●特集 T● 「神奈川の高校教育の未来を考える」
「県立高校の将来像」は生徒と共につくりたい

 辻 直也
 この夏の公開研究会のテーマとされた県立高校改革推進協議会による報告は、 2012年に設置された教育臨調こと 「神奈川の教育を考える調査会」 の答申に端を発している。 翌2013年に出された教育臨調の 「中間まとめ」 の段階から教職員人件費削減の必要性を殊更に強調し、 「最終まとめ」 においてもその姿勢は変わらなかった。 そのうち高校教育にかかわる内容と大きな問題点しては、 定数法の枠を取り払い、 1 学級40人の枠と教職員の配置を 「柔軟化」 がある。 また、 特別支援学校の過大規模化による人件費増大への対策として、 インクルーシブ教育の推進という形で一般の学校に受け入れるよう推進することがあげられている。
 このまとめを最初に触れたとき、 私はその内容に仰天した。 職場でも話題となった。 まさか 「先進国」 において異常と言えるすし詰め学級と教職員不足の現状に、 逆行するような 「まとめ」 が県の調査会から出されるとは思っていなかった。 しかし、 改めて調べてみれば、 この方針は調査会の初回の資料に出て課題整理として出ていたことであり、 既定路線通りだったということにすぎない。

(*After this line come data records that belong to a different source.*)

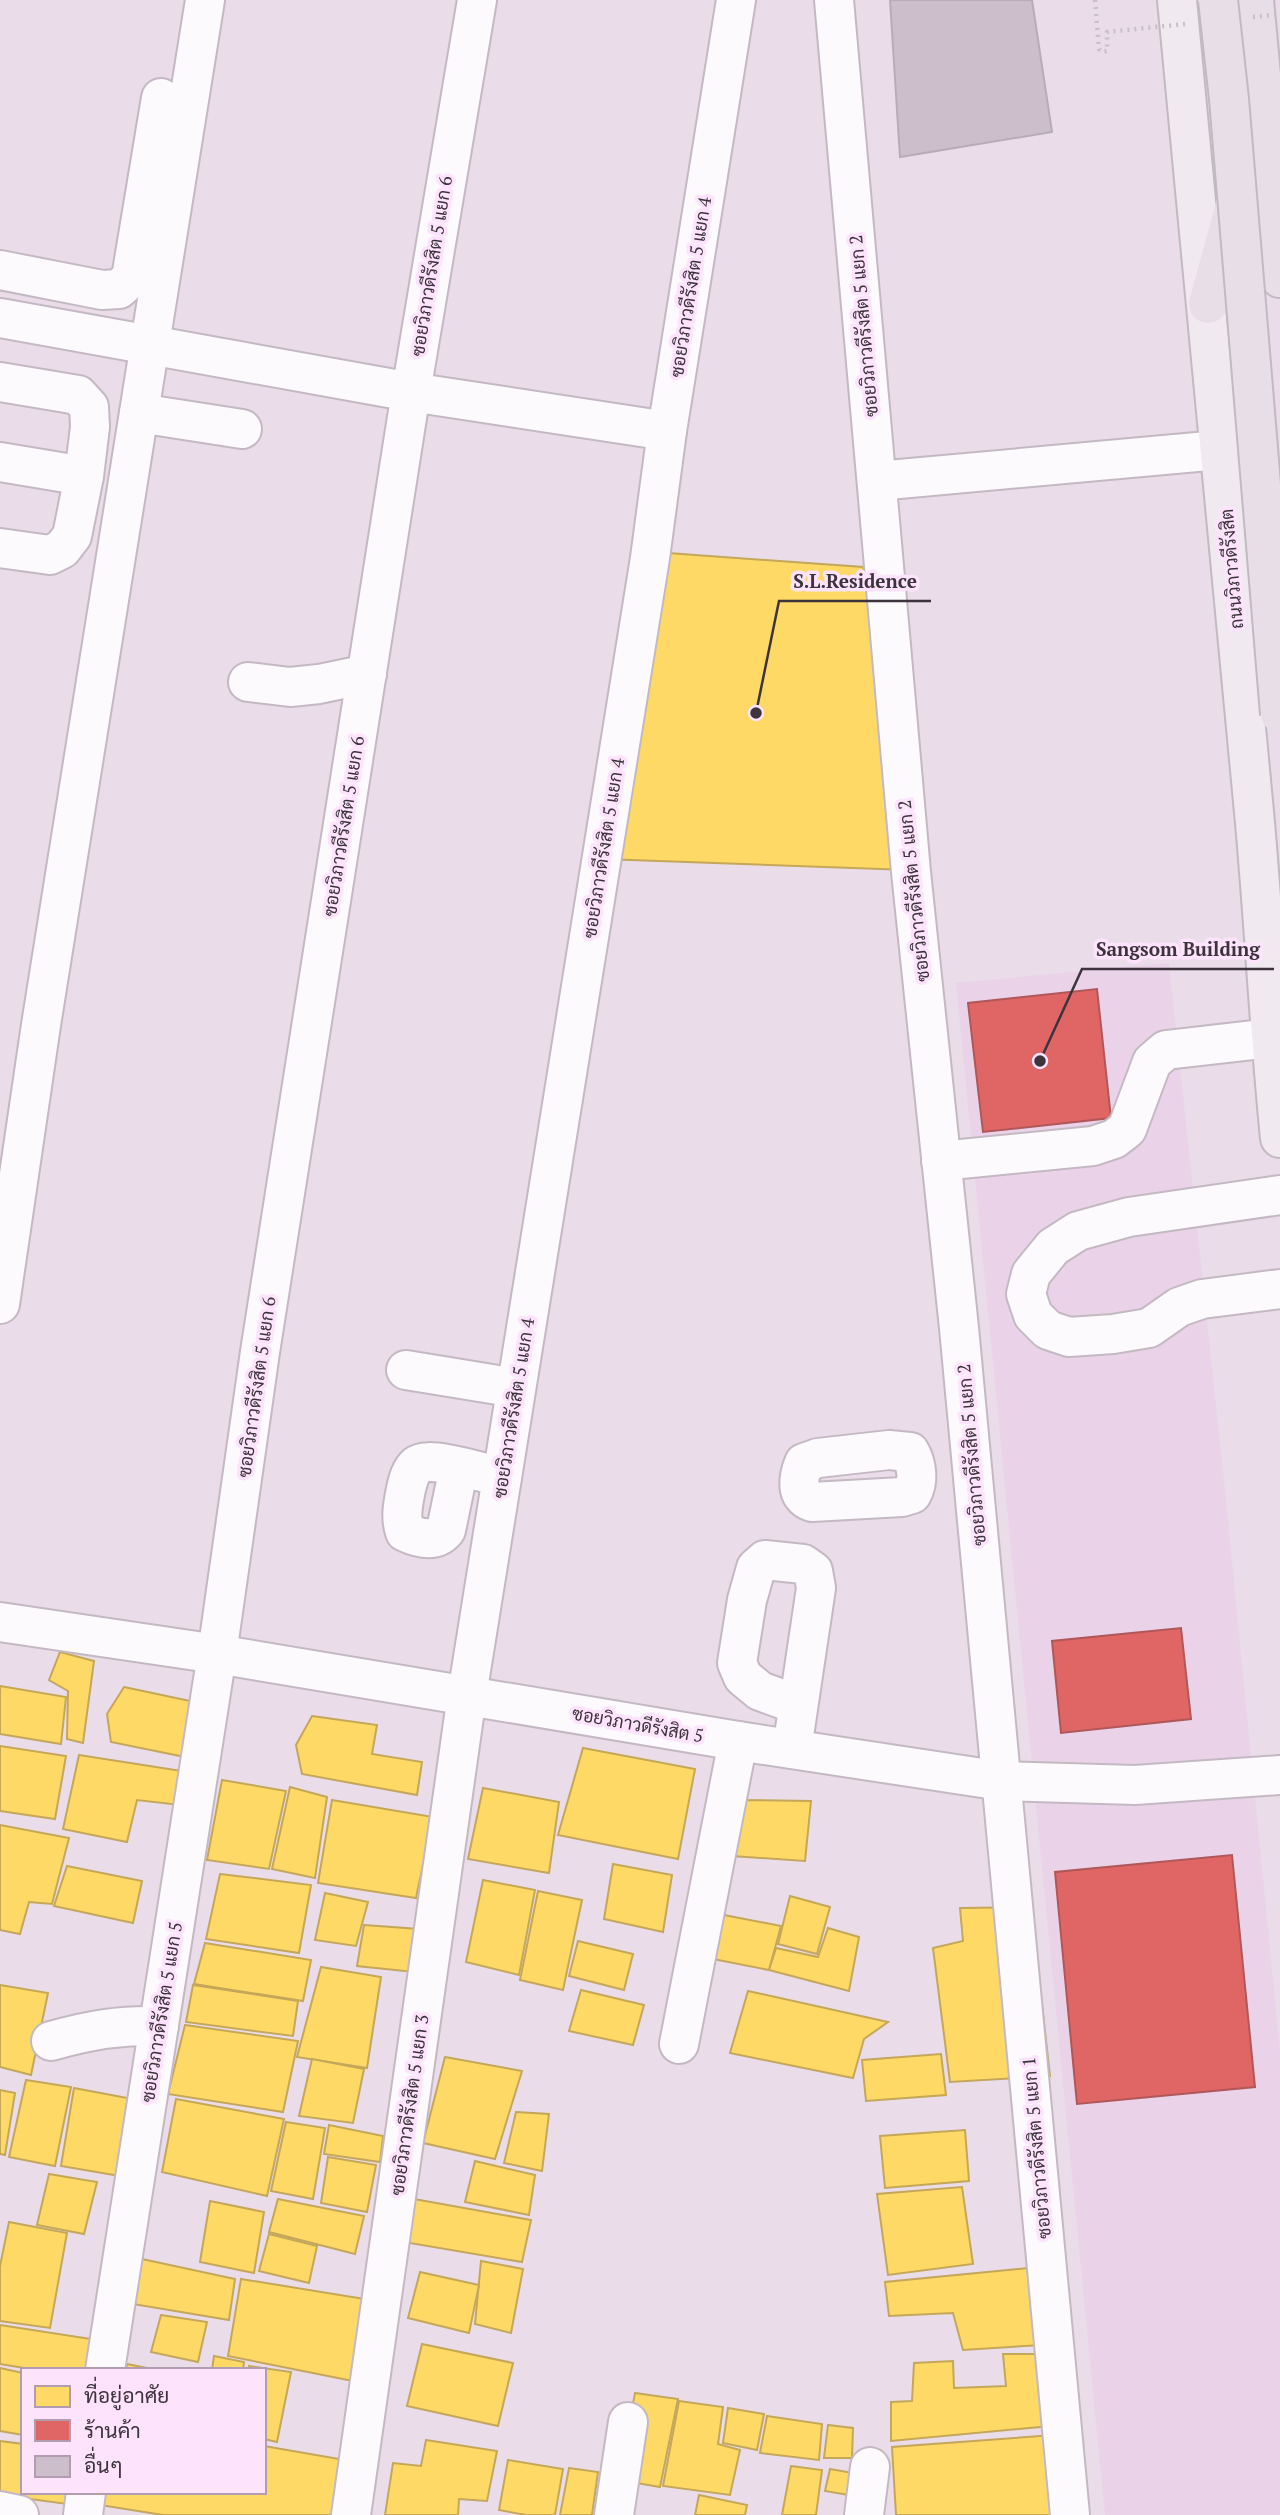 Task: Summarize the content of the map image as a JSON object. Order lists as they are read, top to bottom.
{
  "streets": {
    "main road": ["ถนนวิภาวดีรังสิต"],
    "street": [
      "ซอยวิภาวดีรังสิต 5 แยก 6",
      "ซอยวิภาวดีรังสิต 5 แยก 4",
      "ซอยวิภาวดีรังสิต 5 แยก 2",
      "ซอยวิภาวดีรังสิต 5",
      "ซอยวิภาวดีรังสิต 5 แยก 5",
      "ซอยวิภาวดีรังสิต 5 แยก 3",
      "ซอยวิภาวดีรังสิต 5 แยก 1"
    ]
  },
  "crossings": [
    ["ซอยวิภาวดีรังสิต 5 แยก 6", "ซอยวิภาวดีรังสิต 5"],
    ["ซอยวิภาวดีรังสิต 5 แยก 6", "ซอยวิภาวดีรังสิต 5 แยก 5"],
    ["ซอยวิภาวดีรังสิต 5 แยก 4", "ซอยวิภาวดีรังสิต 5"],
    ["ซอยวิภาวดีรังสิต 5 แยก 4", "ซอยวิภาวดีรังสิต 5 แยก 3"],
    ["ซอยวิภาวดีรังสิต 5 แยก 2", "ซอยวิภาวดีรังสิต 5"],
    ["ซอยวิภาวดีรังสิต 5 แยก 2", "ซอยวิภาวดีรังสิต 5 แยก 1"],
    ["ซอยวิภาวดีรังสิต 5", "ซอยวิภาวดีรังสิต 5 แยก 5"],
    ["ซอยวิภาวดีรังสิต 5", "ซอยวิภาวดีรังสิต 5 แยก 3"],
    ["ซอยวิภาวดีรังสิต 5", "ซอยวิภาวดีรังสิต 5 แยก 1"]
  ],
  "places": ["S.L.Residence", "Sangsom Building"],
  "legend": ["ที่อยู่อาศัย", "ร้านค้า", "อื่นๆ"]
}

 この教育臨調による 「まとめ」 の行く末として、 引き続き設置された県立高校改革推進協議会がどのような報告を出すかはとても気がかりなことであった。 「県立高校の将来像について」 なる報告を読み、 定数法の枠の取り払いはさすがに抜け落ちていたことを確認し安堵したのも束の間、 また別の問題が数々も詰め込まれていたことに苛立ちを覚える中、 本シンポジウムに参加した。
  「県立高校の将来像について」 なる報告が現場に寄り添ったものでないことは、 答申した 「県立高校改革推進検討協議会」 なる組織の構成からして当然の帰結のように感じる。 文科省直属の組織である国立教育政策研究所教育政策・評価研究部総括研究官が会長を務め、 17名の構成員のうち 「現場」 に近いと考えられる高校の教職員組合からは 1 名 (加えて小中学校の組合から 1 名)、 高校のPTA関係者からは 3 名しかいない。 その他はいわくつきの退職校長を含む教授その他さまざまな肩書の 「大学関係者」、 現職校長・財界代表者であり、 特別支援学校の過大規模化の問題を扱うにもかかわらず、 特別支援学校関係者は 1 名も含まれていない。 さらに、 協議会の中に実質的に素案づくりを行う 「研究会」 なる組織が設けられ、 そこからは教職員組合やPTA関係者は排除される仕組みがつくられている。
 報告の具体的な問題点については、 まず学校規模の問題があろう。 国も含めて 1 学年 6 〜 8 学級が適正としてきたにもかかわらず、 急に学級が 「少ない」 ことによるデメリットばかり強調し、 8 〜10学級が適正と言い出した。 神奈川でだけ適正な学級規模が急に増えることなどありえないことであり、 定数法の枠の取り払いが県レベルではできないことの代替措置だとしか言いようがない。 一つの学校の規模を大きくし、 学校数を減らせば、 教職員の人件費も設備にかかわる経費も減らすことができるからである。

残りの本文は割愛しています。